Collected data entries
● ● ● ●

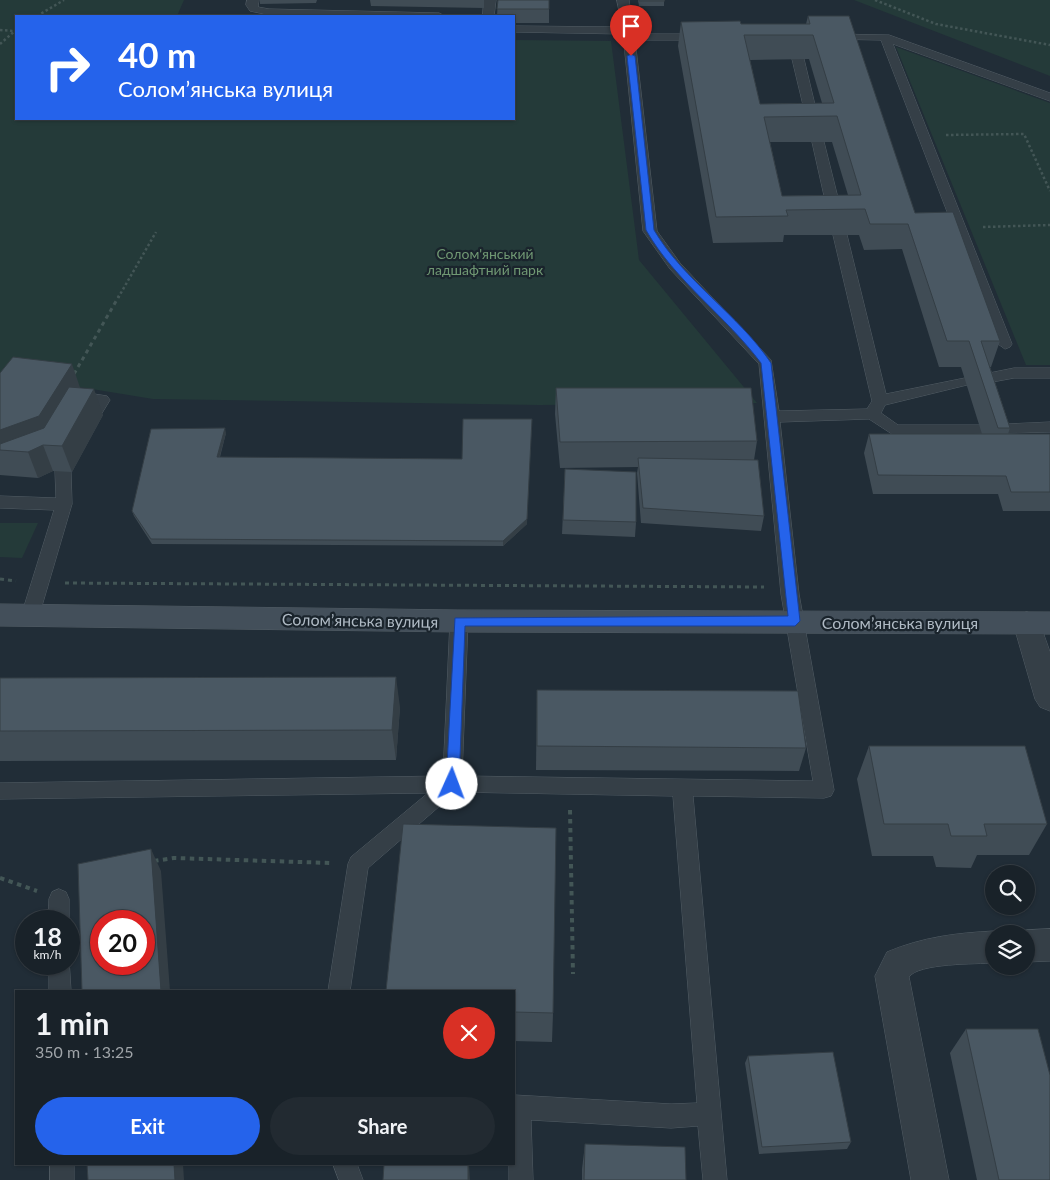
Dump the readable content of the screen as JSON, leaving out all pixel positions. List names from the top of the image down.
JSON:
{
  "streets": {
    "main road": ["Соломʼянська вулиця"]
  },
  "parks": ["Солом'янський ладшафтний парк"],
  "page": {
    "turn": ["40 m", "Соломʼянська вулиця"],
    "speed": "18 km/h",
    "limit": "20",
    "heading": ["1 min", "350 m · 13:25"],
    "buttons": ["Exit", "Share"]
  }
}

● ● ● ●

Problem to work on -> Write out the data once more exactly, omitting the pictures.

Expected answer ->
Dump the readable content of the screen as JSON, leaving out all pixel positions. List names from the top of the image down.
JSON:
{
  "streets": {
    "main road": ["Соломʼянська вулиця"]
  },
  "parks": ["Солом'янський ладшафтний парк"],
  "page": {
    "turn": ["40 m", "Соломʼянська вулиця"],
    "speed": "18 km/h",
    "limit": "20",
    "heading": ["1 min", "350 m · 13:25"],
    "buttons": ["Exit", "Share"]
  }
}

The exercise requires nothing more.